Here are some of the public claims I have doggedly shared for decades now:

  • Education is not the great equalizer; in fact, home and community conditions combined with race, gender, and other individual characteristics are far more powerful influences than school or teacher impact on both academic outcomes by students and then their status after formal education.
  • In-school education reform is destined to fail if out-of-school factors remain unaddressed due to a lack of political and public will to confront systemic inequity with public policy reform.
  • Accountability, standards (always changing), high-stakes testing (also, always changing), and grades are all flawed mechanisms for insuring universal public education in the pursuit of democracy, individual agency, and equity.
  • Formal schooling reflects and perpetuates the norms of community it serves; formal schooling almost never proves to be a change agent.
  • The type of schooling—public, charter, private—tends not to determine educational quality; school quality (typically determined by narrow measures such as student test scores) remains mostly bound to the characteristics of the students and communities being served. As a concurrent fact, there are no “miracle” schools.
  • Formal education must remain a commitment to public institutions; market forces are inappropriate for insuring all children have an equitable opportunity to learn.

Repeatedly, however, these claims, all strongly supported by significant bodies of research, elicit, at best, my being discounted as just a “critic,” and at worst, my being framed as some sort of enemy of reform out to protect anyone or anything except children, a cursed “defender of the status quo.”

And there was also too often crass nastiness, anger, and of course, lies.

Since education in practice is the result of state and public policy (driven, typically, by public and political narratives and beliefs—see lie four), here is a larger truism I have repeated for years with responses again running from disbelief to anger: The Obama education policy and discourse were just as misguided and harmful as the W. Bush education policy and discourse.

Toward the end of Obama’s administration, in fact, I had moved past skepticism and solidly into cynicism in terms of whether any journalists or politicians would set aside their beliefs (the fourth lie) and confront the truth about education and education reform.

However, in the fall of 2016, I noticed what I felt at the time was a crack in charter school support and began drafting a proposal that this was a harbinger of the end of the accountability era.

Before that piece was published, Trump was elected president, and my spark of hope soon looked like fool’s gold. In fact, I was embarrassed to have momentarily felt a glimmer of hope.

A year into Trumplandia, with a Department of Education and Secretary of Education that make the dumpster fires that were the DOE and SOE under W. Bush and Obama look like “the good ol’ days,” the irony has reached a new level.

Despite the market-based agenda under Trump/DeVos, the crack in charter school support has now been joined by mainstream pushback against testing and even grades; as well, recent arguments against the “tyranny of metrics” seem to match the case I and other educators/scholars have posed since the early 1980s when Reagan ushered in the accountability era for education reform.

Irony, in fact, seems to be trumped by the absurd—this from Trump-supporting South Carolina conservative (and Foghorn Leghorn impersonator) Governor Henry McMaster, as reported by Cindi Scoppe at The State:

So it was no surprise that the best part of [McMaster’s] first State of the State address was the way he framed public education.
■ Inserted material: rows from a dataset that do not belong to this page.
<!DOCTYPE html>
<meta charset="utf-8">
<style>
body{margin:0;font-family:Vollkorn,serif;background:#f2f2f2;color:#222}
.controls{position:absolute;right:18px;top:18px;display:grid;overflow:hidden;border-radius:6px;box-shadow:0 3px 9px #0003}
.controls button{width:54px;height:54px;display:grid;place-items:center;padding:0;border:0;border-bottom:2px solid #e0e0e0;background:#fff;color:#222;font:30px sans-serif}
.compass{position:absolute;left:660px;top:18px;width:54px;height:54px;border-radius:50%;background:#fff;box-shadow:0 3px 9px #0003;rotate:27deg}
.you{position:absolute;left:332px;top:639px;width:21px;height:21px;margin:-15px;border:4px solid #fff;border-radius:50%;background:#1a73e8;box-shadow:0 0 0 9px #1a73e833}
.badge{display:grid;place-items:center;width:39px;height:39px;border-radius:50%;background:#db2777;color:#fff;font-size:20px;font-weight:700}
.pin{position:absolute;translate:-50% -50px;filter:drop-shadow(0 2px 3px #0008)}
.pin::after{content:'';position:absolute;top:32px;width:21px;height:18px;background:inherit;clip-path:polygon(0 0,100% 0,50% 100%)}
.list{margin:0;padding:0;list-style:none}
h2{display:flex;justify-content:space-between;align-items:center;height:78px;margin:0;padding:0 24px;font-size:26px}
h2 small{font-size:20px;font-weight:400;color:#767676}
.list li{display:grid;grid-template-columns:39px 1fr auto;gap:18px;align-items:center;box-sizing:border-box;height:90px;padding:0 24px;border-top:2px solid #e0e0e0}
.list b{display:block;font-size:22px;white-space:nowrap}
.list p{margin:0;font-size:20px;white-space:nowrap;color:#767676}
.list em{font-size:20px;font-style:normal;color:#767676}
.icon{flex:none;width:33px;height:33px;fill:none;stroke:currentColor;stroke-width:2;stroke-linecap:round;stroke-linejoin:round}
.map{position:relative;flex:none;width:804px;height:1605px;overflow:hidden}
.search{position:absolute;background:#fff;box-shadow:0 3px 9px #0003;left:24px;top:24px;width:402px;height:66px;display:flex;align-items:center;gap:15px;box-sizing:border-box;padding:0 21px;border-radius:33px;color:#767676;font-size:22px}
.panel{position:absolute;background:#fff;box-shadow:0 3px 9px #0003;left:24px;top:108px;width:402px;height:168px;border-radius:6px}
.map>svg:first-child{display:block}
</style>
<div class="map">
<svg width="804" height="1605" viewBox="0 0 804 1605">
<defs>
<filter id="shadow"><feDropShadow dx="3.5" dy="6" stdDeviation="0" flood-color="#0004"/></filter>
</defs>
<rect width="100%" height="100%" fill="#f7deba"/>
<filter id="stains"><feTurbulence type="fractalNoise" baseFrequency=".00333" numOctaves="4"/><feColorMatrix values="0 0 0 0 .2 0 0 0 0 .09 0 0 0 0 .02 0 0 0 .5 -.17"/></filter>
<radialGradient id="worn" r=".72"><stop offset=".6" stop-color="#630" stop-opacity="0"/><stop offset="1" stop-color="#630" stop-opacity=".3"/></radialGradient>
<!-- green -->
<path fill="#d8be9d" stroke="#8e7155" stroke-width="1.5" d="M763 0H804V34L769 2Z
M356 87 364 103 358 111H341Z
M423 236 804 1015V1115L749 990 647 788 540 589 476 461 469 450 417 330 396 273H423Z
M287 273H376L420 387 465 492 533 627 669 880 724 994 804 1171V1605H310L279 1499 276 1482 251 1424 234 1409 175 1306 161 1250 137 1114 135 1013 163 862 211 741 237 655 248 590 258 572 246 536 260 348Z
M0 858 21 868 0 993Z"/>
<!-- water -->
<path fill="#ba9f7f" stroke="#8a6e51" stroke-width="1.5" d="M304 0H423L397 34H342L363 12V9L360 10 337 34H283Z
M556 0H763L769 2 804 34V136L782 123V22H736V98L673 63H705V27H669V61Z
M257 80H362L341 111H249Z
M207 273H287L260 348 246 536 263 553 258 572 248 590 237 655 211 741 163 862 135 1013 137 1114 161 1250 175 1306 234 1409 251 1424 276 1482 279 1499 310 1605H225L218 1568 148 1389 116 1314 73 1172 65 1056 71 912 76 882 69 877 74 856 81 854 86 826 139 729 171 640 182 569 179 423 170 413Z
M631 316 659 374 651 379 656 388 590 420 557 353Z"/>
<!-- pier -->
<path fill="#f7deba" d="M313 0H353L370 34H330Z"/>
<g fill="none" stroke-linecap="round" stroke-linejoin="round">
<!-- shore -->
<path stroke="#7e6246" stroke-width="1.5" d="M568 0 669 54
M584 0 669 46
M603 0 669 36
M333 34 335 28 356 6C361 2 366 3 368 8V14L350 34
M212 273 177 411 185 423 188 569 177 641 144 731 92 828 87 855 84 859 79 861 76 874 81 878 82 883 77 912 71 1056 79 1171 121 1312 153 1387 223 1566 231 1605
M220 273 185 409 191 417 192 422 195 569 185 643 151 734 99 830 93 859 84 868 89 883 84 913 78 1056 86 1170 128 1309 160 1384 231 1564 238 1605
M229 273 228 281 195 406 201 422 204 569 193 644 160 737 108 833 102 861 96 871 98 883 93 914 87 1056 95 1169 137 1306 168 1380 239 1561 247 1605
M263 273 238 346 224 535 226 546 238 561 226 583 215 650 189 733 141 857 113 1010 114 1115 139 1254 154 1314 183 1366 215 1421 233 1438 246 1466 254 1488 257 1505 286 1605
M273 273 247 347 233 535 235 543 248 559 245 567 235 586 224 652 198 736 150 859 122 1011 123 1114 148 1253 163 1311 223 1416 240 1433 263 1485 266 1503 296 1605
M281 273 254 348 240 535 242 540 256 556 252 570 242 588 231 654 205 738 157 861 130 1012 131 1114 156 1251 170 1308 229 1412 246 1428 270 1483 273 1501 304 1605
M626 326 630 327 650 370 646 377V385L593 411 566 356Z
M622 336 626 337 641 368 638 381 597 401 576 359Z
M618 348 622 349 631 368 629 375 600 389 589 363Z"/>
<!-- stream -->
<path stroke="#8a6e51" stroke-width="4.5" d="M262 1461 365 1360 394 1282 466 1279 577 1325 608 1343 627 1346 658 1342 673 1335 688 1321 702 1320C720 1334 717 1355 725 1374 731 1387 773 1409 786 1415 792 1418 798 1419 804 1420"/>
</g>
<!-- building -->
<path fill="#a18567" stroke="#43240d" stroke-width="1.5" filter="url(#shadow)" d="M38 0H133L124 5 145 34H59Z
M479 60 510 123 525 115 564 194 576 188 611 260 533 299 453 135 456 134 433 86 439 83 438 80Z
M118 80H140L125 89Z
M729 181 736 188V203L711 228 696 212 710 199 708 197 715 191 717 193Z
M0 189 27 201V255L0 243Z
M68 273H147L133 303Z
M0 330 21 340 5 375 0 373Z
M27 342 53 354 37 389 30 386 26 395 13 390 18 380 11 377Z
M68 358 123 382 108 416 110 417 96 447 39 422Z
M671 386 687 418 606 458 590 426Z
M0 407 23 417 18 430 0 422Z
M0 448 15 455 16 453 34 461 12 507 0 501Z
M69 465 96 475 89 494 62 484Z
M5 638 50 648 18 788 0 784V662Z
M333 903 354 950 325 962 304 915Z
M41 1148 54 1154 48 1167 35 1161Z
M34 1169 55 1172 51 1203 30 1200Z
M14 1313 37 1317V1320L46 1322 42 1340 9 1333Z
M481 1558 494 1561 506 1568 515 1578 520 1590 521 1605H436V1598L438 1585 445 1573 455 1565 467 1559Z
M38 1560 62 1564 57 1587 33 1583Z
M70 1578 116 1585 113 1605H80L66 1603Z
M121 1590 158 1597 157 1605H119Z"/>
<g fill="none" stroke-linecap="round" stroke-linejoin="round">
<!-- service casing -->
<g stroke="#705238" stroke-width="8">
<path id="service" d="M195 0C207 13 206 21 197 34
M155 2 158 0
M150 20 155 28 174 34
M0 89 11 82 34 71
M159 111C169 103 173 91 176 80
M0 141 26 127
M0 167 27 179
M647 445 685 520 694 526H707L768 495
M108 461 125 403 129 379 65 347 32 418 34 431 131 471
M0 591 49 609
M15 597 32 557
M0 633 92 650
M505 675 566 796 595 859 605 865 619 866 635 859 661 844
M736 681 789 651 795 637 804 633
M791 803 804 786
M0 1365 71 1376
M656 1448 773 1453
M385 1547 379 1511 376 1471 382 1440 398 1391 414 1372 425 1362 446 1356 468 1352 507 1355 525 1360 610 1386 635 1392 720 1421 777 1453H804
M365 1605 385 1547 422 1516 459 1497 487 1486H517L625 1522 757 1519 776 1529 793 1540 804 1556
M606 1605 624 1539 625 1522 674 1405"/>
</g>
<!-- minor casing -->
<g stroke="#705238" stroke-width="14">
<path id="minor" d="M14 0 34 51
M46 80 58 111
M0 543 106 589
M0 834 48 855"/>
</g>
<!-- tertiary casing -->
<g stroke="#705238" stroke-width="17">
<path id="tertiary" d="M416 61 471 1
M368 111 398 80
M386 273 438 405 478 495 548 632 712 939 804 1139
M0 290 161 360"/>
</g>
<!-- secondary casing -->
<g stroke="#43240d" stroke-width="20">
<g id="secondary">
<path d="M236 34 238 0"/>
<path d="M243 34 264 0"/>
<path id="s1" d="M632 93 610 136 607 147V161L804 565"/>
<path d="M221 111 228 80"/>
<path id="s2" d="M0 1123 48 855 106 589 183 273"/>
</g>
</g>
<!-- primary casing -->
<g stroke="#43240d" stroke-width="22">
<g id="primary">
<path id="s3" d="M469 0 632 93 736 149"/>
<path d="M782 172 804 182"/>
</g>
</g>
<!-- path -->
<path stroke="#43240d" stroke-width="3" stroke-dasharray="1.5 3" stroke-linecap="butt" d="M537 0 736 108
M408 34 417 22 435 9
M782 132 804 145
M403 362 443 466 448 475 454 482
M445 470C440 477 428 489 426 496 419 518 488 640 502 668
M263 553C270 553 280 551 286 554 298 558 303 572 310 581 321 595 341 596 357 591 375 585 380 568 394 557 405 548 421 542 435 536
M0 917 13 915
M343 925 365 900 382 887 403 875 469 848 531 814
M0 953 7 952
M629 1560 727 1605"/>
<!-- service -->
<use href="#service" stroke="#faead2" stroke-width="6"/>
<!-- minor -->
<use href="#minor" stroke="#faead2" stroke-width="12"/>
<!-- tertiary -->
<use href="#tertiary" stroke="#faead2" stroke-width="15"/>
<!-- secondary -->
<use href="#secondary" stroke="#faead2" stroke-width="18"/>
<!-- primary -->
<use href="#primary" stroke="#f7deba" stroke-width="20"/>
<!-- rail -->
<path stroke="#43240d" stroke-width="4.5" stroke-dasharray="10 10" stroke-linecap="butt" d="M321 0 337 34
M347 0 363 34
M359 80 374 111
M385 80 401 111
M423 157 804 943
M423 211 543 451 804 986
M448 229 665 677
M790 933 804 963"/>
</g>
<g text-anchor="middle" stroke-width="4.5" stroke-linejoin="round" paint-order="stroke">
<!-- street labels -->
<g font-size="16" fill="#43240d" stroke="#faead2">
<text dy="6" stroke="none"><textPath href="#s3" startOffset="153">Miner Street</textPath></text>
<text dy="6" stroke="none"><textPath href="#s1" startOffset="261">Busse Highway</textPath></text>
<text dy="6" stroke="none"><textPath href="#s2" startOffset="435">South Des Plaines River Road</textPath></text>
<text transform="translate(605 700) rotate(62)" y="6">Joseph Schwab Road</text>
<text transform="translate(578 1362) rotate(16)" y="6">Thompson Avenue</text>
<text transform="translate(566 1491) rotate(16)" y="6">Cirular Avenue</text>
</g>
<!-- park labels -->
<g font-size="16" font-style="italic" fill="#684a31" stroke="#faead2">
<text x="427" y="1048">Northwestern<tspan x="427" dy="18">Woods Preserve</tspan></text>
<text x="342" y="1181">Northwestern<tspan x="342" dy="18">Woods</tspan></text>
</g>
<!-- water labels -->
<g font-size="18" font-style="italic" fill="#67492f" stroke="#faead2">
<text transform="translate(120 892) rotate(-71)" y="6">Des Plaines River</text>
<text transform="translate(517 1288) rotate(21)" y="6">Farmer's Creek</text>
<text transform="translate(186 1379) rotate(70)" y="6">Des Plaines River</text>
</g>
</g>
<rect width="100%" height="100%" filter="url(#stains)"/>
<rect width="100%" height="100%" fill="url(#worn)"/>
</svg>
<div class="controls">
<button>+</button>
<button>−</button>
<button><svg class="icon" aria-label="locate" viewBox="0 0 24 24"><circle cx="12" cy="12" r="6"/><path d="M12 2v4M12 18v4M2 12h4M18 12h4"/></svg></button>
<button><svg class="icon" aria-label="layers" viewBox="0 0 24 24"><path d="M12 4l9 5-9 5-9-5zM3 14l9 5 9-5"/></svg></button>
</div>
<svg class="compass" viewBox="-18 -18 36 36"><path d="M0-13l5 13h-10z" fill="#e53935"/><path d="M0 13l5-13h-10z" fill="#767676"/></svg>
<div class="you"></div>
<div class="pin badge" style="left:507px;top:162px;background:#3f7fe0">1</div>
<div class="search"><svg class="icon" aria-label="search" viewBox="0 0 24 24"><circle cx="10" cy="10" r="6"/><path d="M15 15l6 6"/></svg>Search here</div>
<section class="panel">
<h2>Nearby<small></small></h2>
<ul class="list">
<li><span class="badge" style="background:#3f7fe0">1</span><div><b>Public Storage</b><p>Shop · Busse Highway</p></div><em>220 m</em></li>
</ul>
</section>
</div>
He could have been channeling so many teachers when he talked about the role poverty and parents play in how well children do in school. “Poverty,” he said, “is the enemy of education; some of our children, through no fault of their own, live in circumstances so bleak that intellectual stimulation and learning are but fleeting experiences. Ultimately, gainful employment of the parents or adults in the home offers the surest deliverance of the child into educated society.”

But he didn’t use that as an excuse for failure, noting instead that: “Good teachers and good principals clearly are the key to success. There is rarely a child who will not or cannot be taught. The key is not trying to pour knowledge in, but rather opening eyes and imaginations and letting eagerness and fascination out. A good teacher can do this.”

Unlike Scoppe, I am shocked, damned shocked.

Poverty, McMaster seems to concede, is an essential and powerful force determining the education of children in SC. But let’s also unpack that he still idealizes “[g]ood teachers and good principals” as “key[s] to success.”

Yes, teachers and principals matter, but as I have argued and as the evidence shows, they rarely have causal impact that can be measured because of out of school factors and other systemic forces such as racism and sexism.

And let’s not ignore that McMaster remains trapped in the fourth lie because he believes in market forces and fails to put his rhetoric into practice with actual policy (embracing instead tax cuts that certainly will erode any hopes of effective education policy).

Creeping into 2018, I am trying to regain my skepticism, a first step toward hope that truth can rise through all this muck, decades of muck.

Lies, I recognize, have the upper hand—lies, damned lies, statistics, and what people just stubbornly and blindly believe—but truth seems to be resilient.

At least it seems pretty to think so.